Discussion in 'English Only' started by Allaster, Dec 13, 2012.

  1. Allaster Senior Member

    Hello, I was wondering whether the word aliquotly could be expressed in a more "poetic" sence, for instance

    in aliquot terms
    in an aliquot manner

    Thank you!
  2. cyberpedant

    cyberpedant Senior Member

    North Adams, MA
    English USA, Northeast, NYC
    My OED does not accept your adverbial form. I doubt that any (non-mathematician) AE speaker would have the slightest acquaintance with the word in any form.
  3. Loob

    Loob Senior Member

    English UK
    Hi Allaster

    I agree with cyber....

    Can you tell us more about the context in which you want to use the word "aliquot"?
  4. Cagey post mod (English Only / Latin)

    English - US
    Hello Allaster,

    In isolation, those seem strange to me. Please give us a complete sentence in which you would like to use such a phrase.
  5. ewie

    ewie Senior Member

    Another Country
    English English
    I agree with Cyber and Loob: I've no idea what it means.
  6. PaulQ

    PaulQ Senior Member

    English - England
    I think it would help tremendously if you gave us your proposed sentence.
  7. JustKate

    JustKate Moderate Mod

    I looked it up and I still have only the vaguest idea what it means. I am dying to see it in a sentence, though.
  8. Allaster Senior Member

    Thank you for your answers,

    As far as I know aliquot means corresponding to ones share of something

    I would like to use the word in the following situtation:

    Person A bought a company and the company makes profit, person A is thus entitled to 100% of the profit, then this person A sold a 30% share to person B. Although person B is not a 100% shareholder of the company, it has, aliquotly/in aliquot terms/? the same rights as person A used to have, that means it has right to 30% of company's profits.
    Last edited by a moderator: Dec 13, 2012
  9. Loob

    Loob Senior Member

    English UK
    I'm 100% certain I wouldn't use "aliquot" there, Allaster.

    In fact, not being a mathematician, I'm 100% sure I've never used "aliquot" in my whole life:).

    Maybe "in percentage terms" would work?
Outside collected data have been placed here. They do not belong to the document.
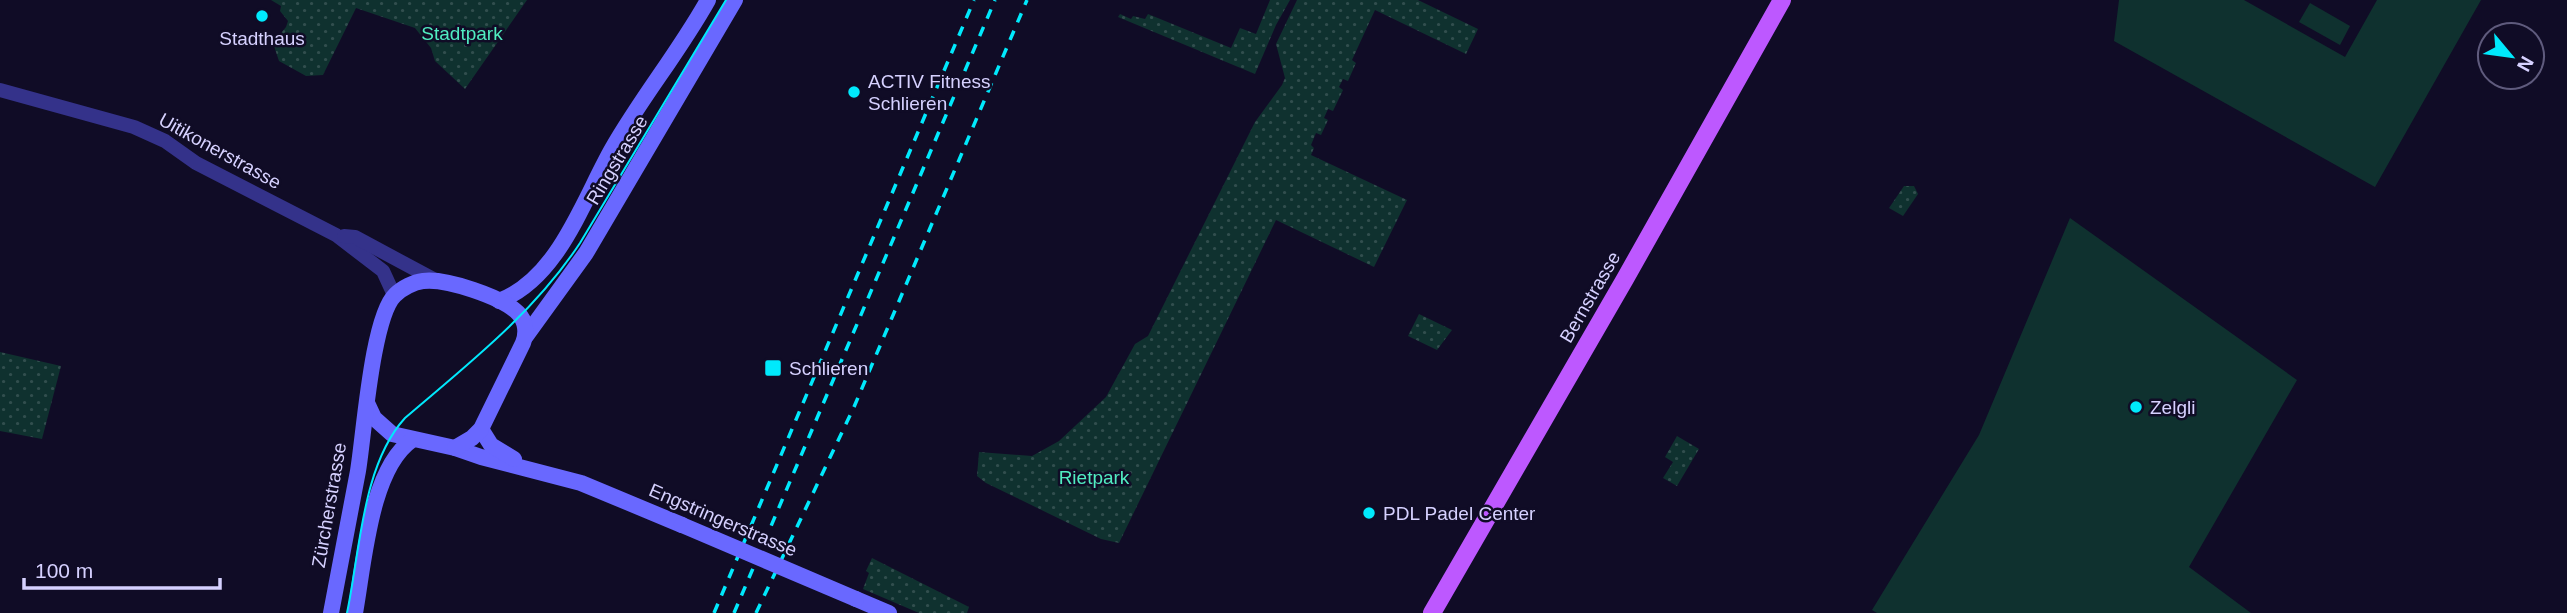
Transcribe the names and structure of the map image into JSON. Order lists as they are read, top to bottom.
{
  "streets": {
    "main road": [
      "Ringstrasse",
      "Bernstrasse",
      "Zürcherstrasse",
      "Engstringerstrasse"
    ],
    "street": ["Uitikonerstrasse"]
  },
  "crossings": [
    ["Uitikonerstrasse", "Ringstrasse"],
    ["Uitikonerstrasse", "Zürcherstrasse"],
    ["Uitikonerstrasse", "Engstringerstrasse"],
    ["Ringstrasse", "Zürcherstrasse"],
    ["Ringstrasse", "Engstringerstrasse"],
    ["Zürcherstrasse", "Engstringerstrasse"]
  ],
  "parks": ["Stadtpark", "Rietpark"],
  "places": {
    "other": [
      "Stadthaus",
      "ACTIV Fitness Schlieren",
      "Zelgli",
      "PDL Padel Center"
    ],
    "transit": ["Schlieren"]
  },
  "scale_bar": "100 m",
  "north": "bottom right"
}
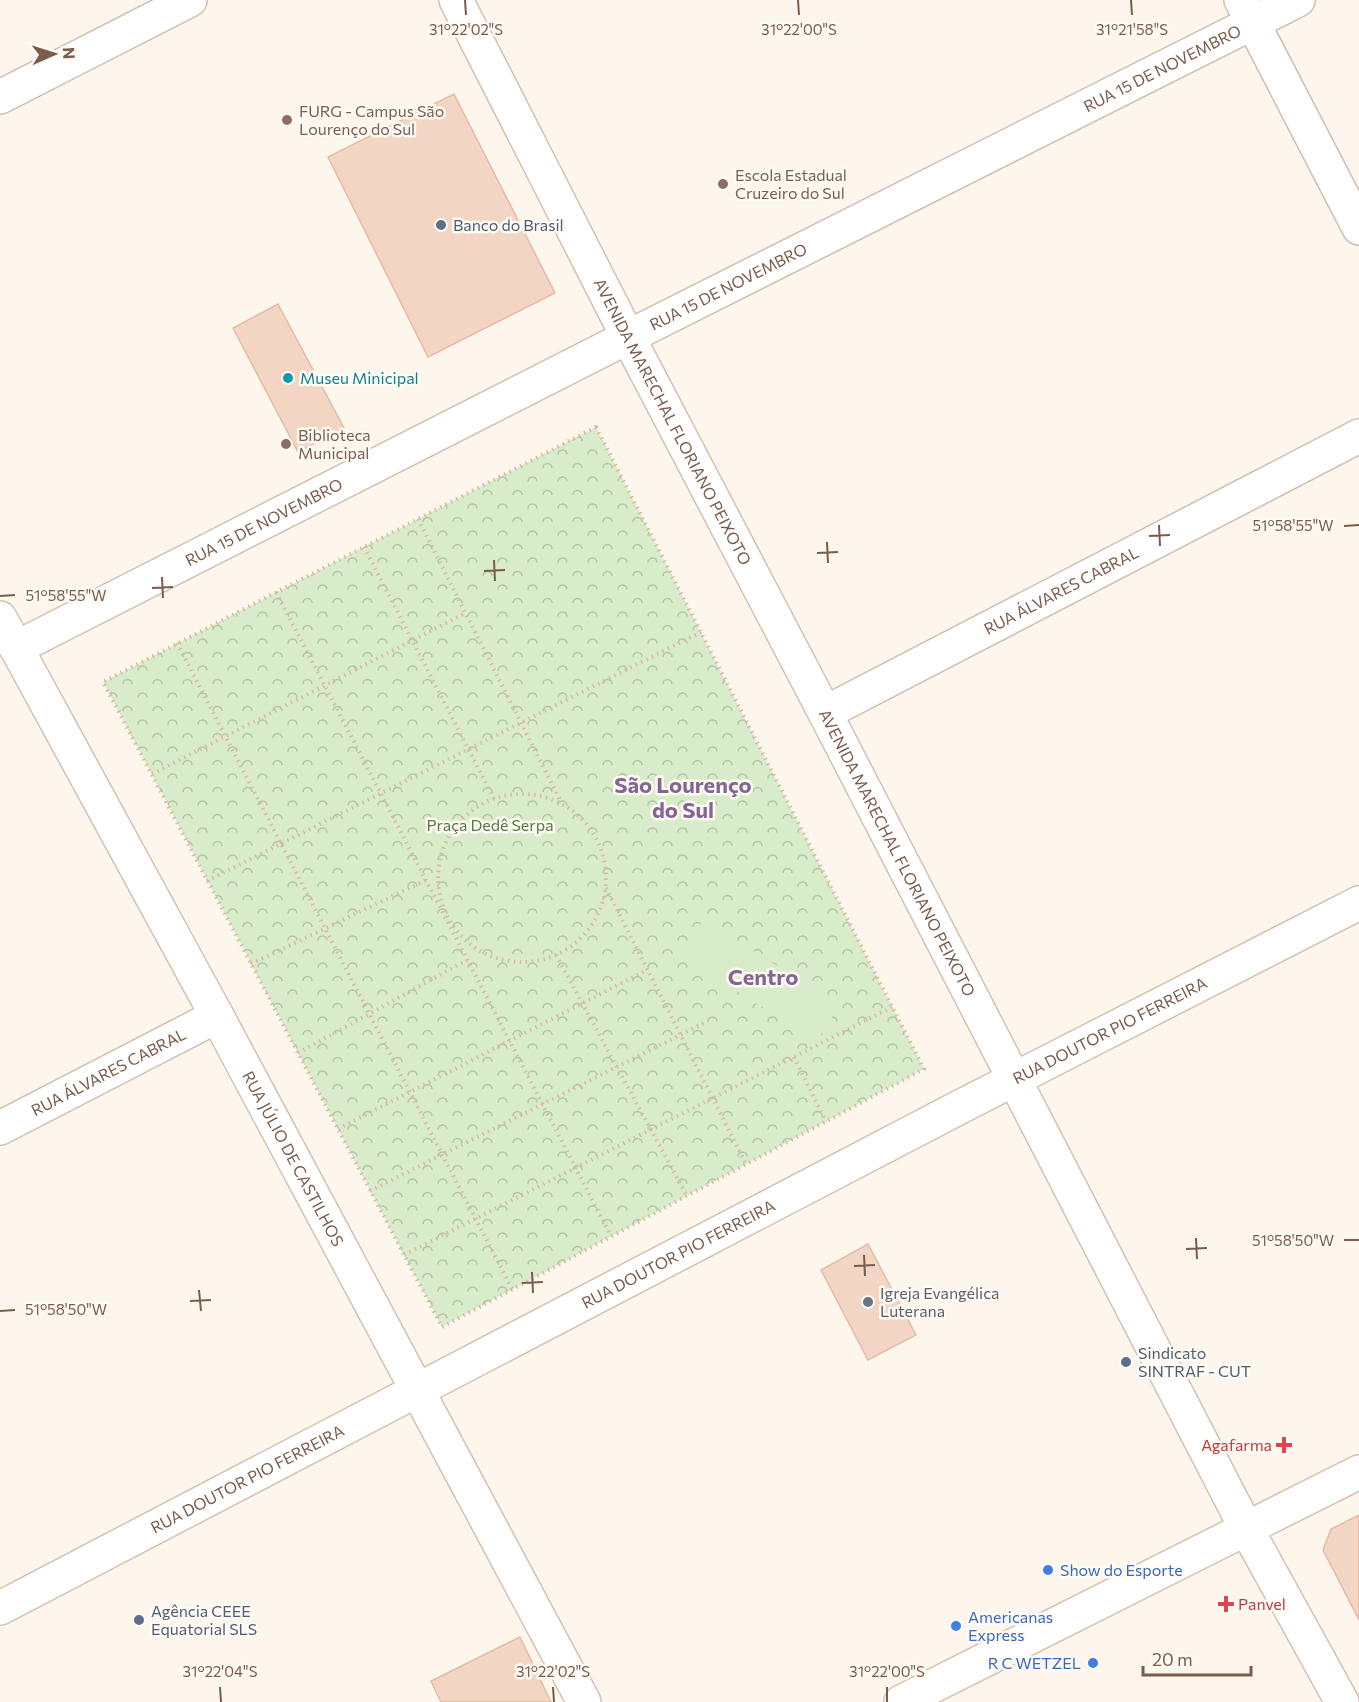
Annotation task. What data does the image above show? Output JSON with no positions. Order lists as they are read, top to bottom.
{
  "streets": {
    "main road": [
      "RUA 15 DE NOVEMBRO",
      "AVENIDA MARECHAL FLORIANO PEIXOTO",
      "RUA ÁLVARES CABRAL",
      "RUA DOUTOR PIO FERREIRA",
      "RUA JÚLIO DE CASTILHOS"
    ]
  },
  "crossings": [
    ["RUA 15 DE NOVEMBRO", "AVENIDA MARECHAL FLORIANO PEIXOTO"],
    ["RUA 15 DE NOVEMBRO", "RUA JÚLIO DE CASTILHOS"],
    ["AVENIDA MARECHAL FLORIANO PEIXOTO", "RUA ÁLVARES CABRAL"],
    ["AVENIDA MARECHAL FLORIANO PEIXOTO", "RUA DOUTOR PIO FERREIRA"],
    ["RUA ÁLVARES CABRAL", "RUA JÚLIO DE CASTILHOS"],
    ["RUA DOUTOR PIO FERREIRA", "RUA JÚLIO DE CASTILHOS"]
  ],
  "districts": ["São Lourenço do Sul", "Centro"],
  "parks": ["Praça Dedê Serpa"],
  "places": {
    "other": [
      "FURG - Campus São Lourenço do Sul",
      "Escola Estadual Cruzeiro do Sul",
      "Banco do Brasil",
      "Museu Minicipal",
      "Biblioteca Municipal",
      "Igreja Evangélica Luterana",
      "Sindicato SINTRAF - CUT",
      "Show do Esporte",
      "Agência CEEE Equatorial SLS",
      "Americanas Express",
      "R C WETZEL"
    ],
    "health": ["Agafarma", "Panvel"]
  },
  "scale_bar": "20 m",
  "north": "right",
  "coordinates": [
    "31°22'02\"S",
    "31°22'00\"S",
    "31°21'58\"S",
    "51°58'55\"W",
    "51°58'50\"W",
    "31°22'04\"S"
  ]
}
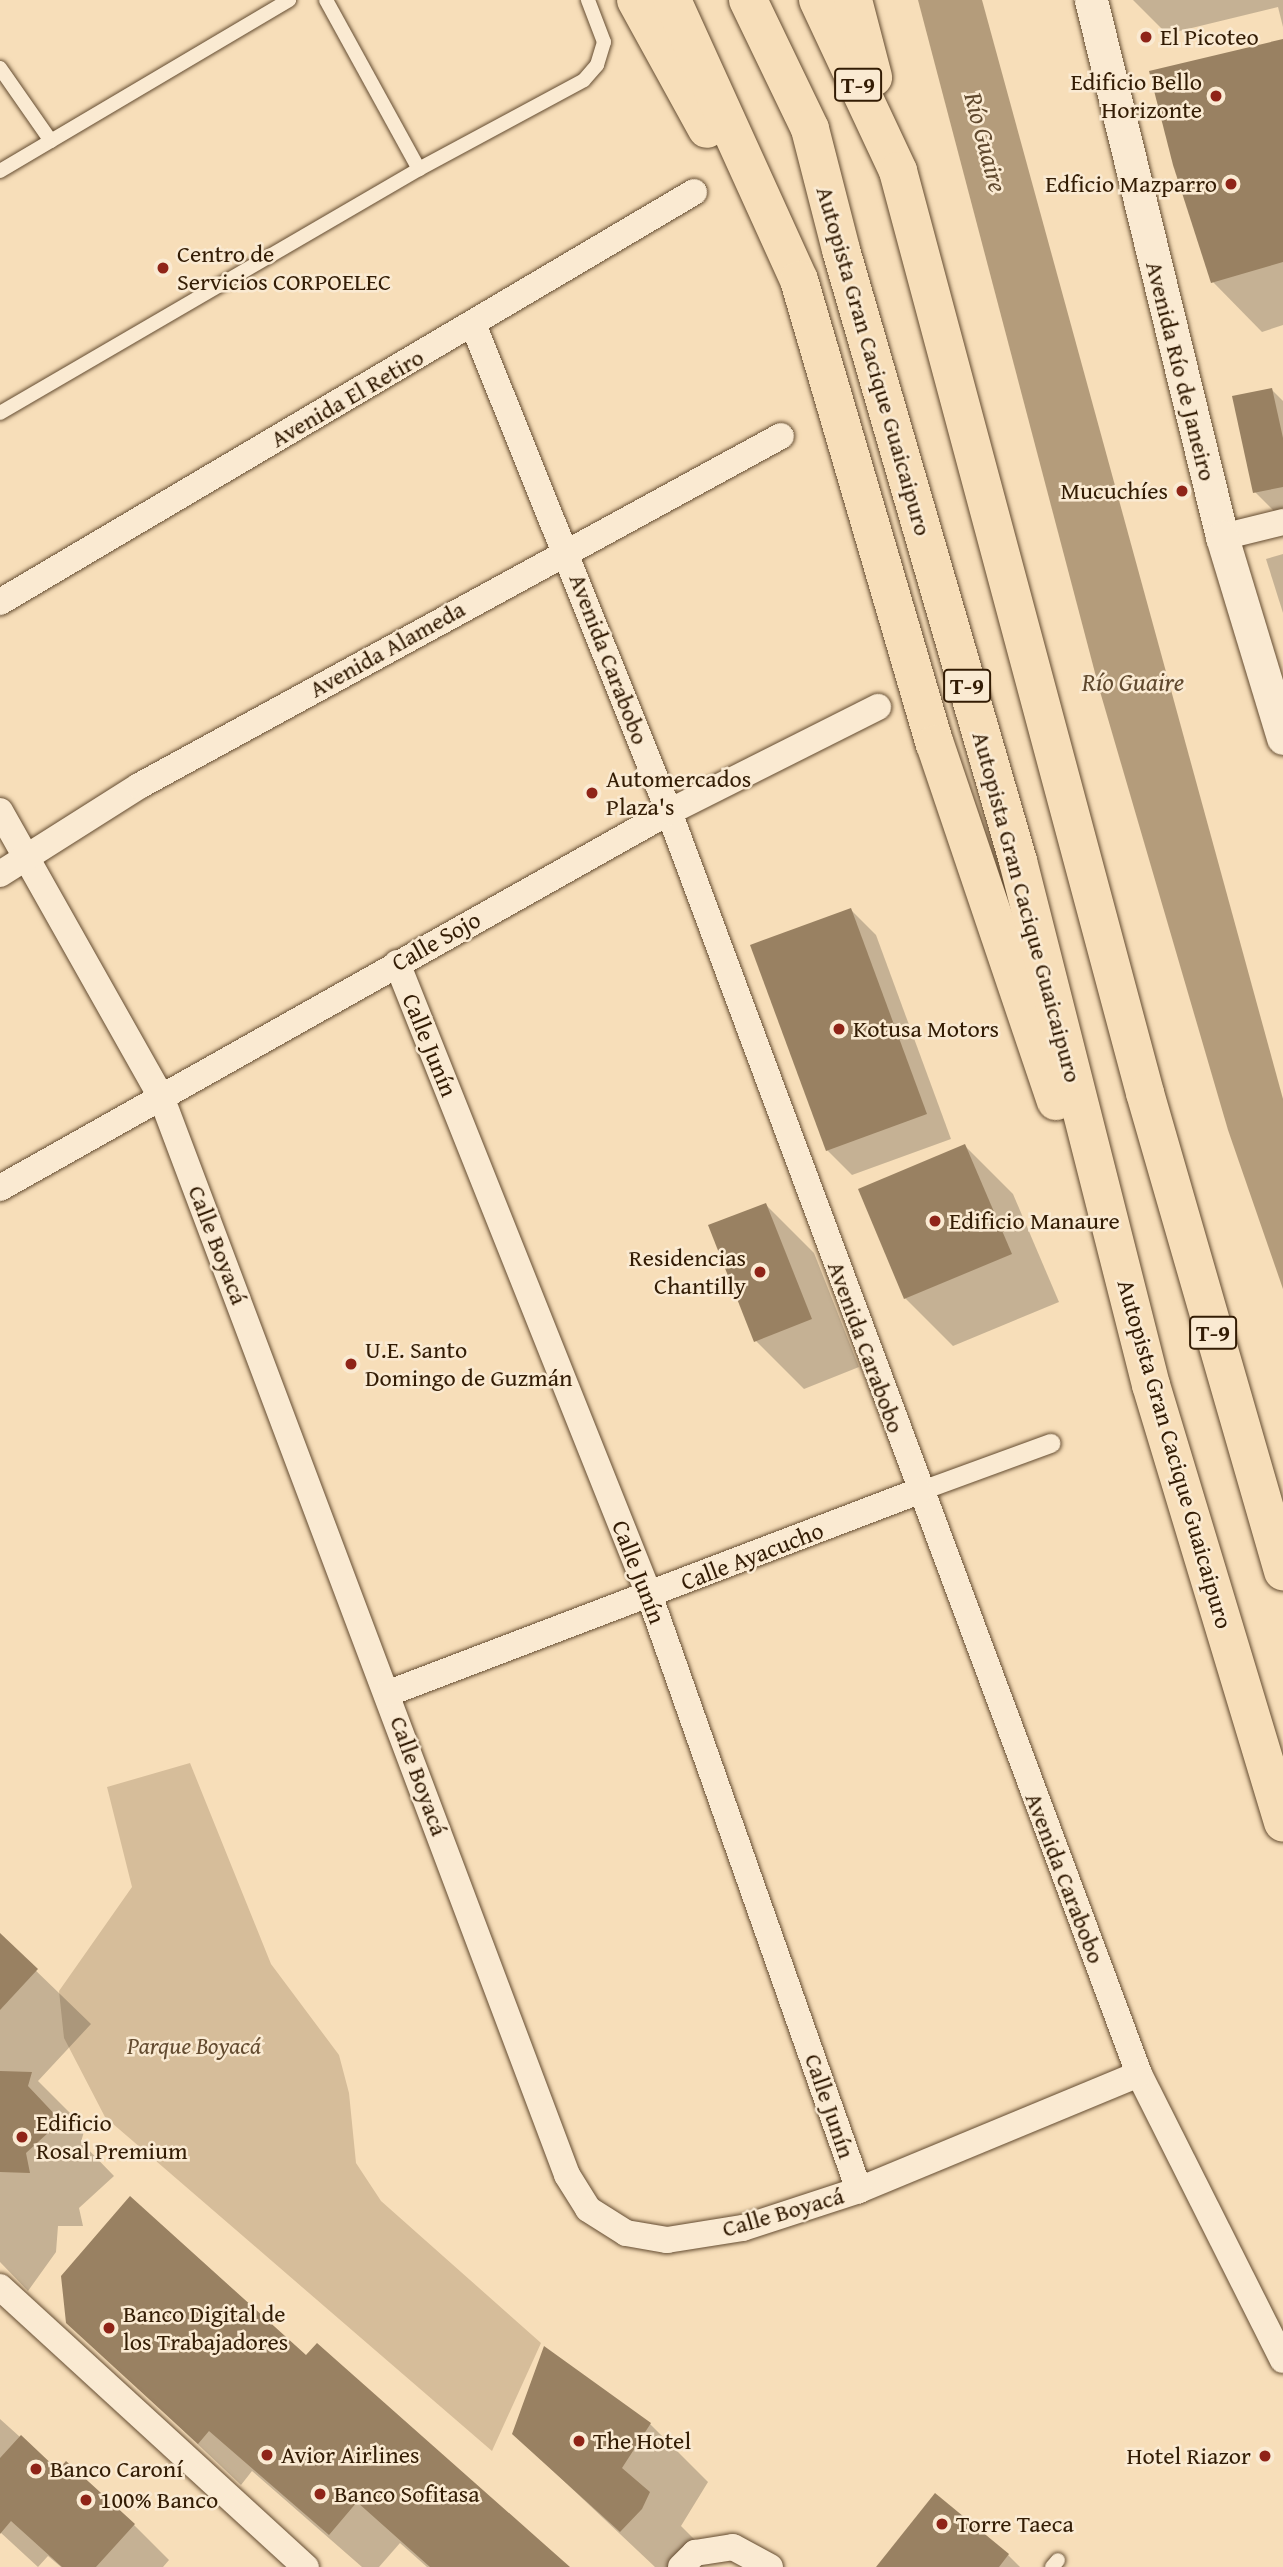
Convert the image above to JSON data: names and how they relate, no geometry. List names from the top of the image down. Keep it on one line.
{"streets":{"highway":["T-9","Autopista Gran Cacique Guaicaipuro"],"street":["Avenida Río de Janeiro","Avenida El Retiro","Avenida Alameda","Avenida Carabobo","Calle Sojo","Calle Junín","Calle Boyacá","Calle Ayacucho"]},"crossings":[["Avenida El Retiro","Avenida Carabobo"],["Avenida Alameda","Avenida Carabobo"],["Avenida Alameda","Calle Boyacá"],["Avenida Carabobo","Calle Sojo"],["Avenida Carabobo","Calle Boyacá"],["Avenida Carabobo","Calle Ayacucho"],["Calle Sojo","Calle Junín"],["Calle Sojo","Calle Boyacá"],["Calle Junín","Calle Boyacá"],["Calle Junín","Calle Ayacucho"],["Calle Boyacá","Calle Ayacucho"]],"water":["Río Guaire"],"parks":["Parque Boyacá"],"places":["El Picoteo","Edificio Bello Horizonte","Edficio Mazparro","Centro de Servicios CORPOELEC","Mucuchíes","Automercados Plaza's","Kotusa Motors","Edificio Manaure","Residencias Chantilly","U.E. Santo Domingo de Guzmán","Edificio Rosal Premium","Banco Digital de los Trabajadores","The Hotel","Avior Airlines","Hotel Riazor","Banco Caroní","Banco Sofitasa","100% Banco","Torre Taeca"]}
    (PS. We don't use "it" to refer to "a person";).)
  10. velisarius Senior Member

    British English (Sussex)
    'Wordnik' has several examples of "aliquot" in context, including one from a recipe for tiramisu:eek: I had no idea what this word meant, but I love the sound of it and will try to incorporate it into some of my recipes in future.
  11. Myridon

    Myridon Senior Member

    English - US
    I've had a lot of mathematics and I've only ever used the word in chemistry:
  12. Allaster Senior Member

    Ok :D wouldn't the phrase in aliquot terms at least sound even more odd than aliquotly :). Thanks
    Last edited by a moderator: Dec 13, 2012
  13. Loob

    Loob Senior Member

    English UK
    Both would sound pretty odd to me, Allaster. "Aliquotly" would sound even more odd than "in aliquot terms".
    Last edited by a moderator: Dec 13, 2012
  14. ewie

    ewie Senior Member

    Another Country
    English English
    To me it wouldn't matter whether you said in aliquot terms or aliquotly or à la aliquot or aliquot-fashion or in a kinda aliquotty way ... I still wouldn't have the faintest idea what you meant.
  15. Keith Bradford

    Keith Bradford Senior Member

    Brittany, NW France
    English (Midlands UK)
    I'd call this pro rata.
  16. timpeac

    timpeac Senior Member

    English (England)
    I've learnt something new today too - and I thought I'd done a fair bit of maths! It seems in the mathematical sense you use it for an amount which goes into another a whole-number amount of terms. For example, 1/3 is an aliquot part of 2/3 because it goes into 2/3 2 times, and 2 is a whole number. As such Allaster I can't see how it would work at all in your example as 30 does not go into 100 an exact number of times (leaving apart the problem that it seems the majority of people wouldn't understand what the word means). As Keith says, it sounds like you need something like "pro rata" or "proportionally". Person B with 30% of the shares has proportionally the same rights as A.